Every line that holds the word "Станция" needs to be copied from the data below.

(Records from a dataset)

----

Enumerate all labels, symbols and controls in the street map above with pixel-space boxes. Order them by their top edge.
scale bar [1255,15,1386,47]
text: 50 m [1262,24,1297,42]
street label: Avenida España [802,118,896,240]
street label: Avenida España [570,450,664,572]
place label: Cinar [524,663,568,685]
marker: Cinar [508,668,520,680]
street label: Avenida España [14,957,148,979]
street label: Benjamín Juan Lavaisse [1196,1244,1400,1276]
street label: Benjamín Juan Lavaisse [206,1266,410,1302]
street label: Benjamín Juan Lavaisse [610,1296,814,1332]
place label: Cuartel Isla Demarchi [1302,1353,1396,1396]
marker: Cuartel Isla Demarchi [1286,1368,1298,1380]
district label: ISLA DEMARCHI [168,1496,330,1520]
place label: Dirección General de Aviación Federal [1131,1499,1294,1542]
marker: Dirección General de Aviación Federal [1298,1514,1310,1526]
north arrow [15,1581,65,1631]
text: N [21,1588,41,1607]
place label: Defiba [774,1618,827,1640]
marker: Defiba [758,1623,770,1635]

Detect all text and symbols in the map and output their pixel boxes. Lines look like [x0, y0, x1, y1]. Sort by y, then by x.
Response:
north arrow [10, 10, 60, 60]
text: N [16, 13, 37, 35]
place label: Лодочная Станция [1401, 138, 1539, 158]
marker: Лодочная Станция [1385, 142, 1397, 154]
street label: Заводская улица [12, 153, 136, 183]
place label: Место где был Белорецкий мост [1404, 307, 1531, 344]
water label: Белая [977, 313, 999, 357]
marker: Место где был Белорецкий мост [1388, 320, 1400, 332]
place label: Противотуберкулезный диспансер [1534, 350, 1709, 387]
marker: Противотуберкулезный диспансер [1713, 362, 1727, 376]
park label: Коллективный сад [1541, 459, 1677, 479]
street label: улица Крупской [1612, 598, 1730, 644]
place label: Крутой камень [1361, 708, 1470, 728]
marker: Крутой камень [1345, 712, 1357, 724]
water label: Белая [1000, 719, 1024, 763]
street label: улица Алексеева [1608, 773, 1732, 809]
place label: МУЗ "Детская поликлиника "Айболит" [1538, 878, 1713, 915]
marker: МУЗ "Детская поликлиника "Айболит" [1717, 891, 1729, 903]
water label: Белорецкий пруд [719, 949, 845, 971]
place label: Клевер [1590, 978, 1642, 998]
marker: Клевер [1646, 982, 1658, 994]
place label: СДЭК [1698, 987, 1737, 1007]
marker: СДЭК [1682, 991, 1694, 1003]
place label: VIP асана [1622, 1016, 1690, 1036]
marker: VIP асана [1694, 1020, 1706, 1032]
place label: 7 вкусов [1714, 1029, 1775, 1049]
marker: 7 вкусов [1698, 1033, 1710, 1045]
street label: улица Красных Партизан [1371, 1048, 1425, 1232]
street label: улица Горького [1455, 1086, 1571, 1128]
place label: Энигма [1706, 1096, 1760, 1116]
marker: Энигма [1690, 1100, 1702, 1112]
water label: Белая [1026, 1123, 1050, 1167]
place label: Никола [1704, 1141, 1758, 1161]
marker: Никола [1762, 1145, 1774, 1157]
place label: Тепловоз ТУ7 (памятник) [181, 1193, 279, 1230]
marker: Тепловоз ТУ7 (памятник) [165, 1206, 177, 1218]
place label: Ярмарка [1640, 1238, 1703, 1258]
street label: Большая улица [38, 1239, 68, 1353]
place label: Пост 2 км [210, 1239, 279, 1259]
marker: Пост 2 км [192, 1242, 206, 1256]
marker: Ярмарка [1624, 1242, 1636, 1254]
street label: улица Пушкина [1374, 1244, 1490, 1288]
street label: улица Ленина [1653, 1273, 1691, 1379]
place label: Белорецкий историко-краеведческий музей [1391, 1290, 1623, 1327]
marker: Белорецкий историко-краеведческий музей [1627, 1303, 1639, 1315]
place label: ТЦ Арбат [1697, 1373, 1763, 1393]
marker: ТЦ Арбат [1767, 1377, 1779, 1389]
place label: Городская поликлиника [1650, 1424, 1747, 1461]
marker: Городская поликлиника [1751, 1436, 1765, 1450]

----

-- RESULT --
place label: Лодочная Станция [1401, 138, 1539, 158]
marker: Лодочная Станция [1385, 142, 1397, 154]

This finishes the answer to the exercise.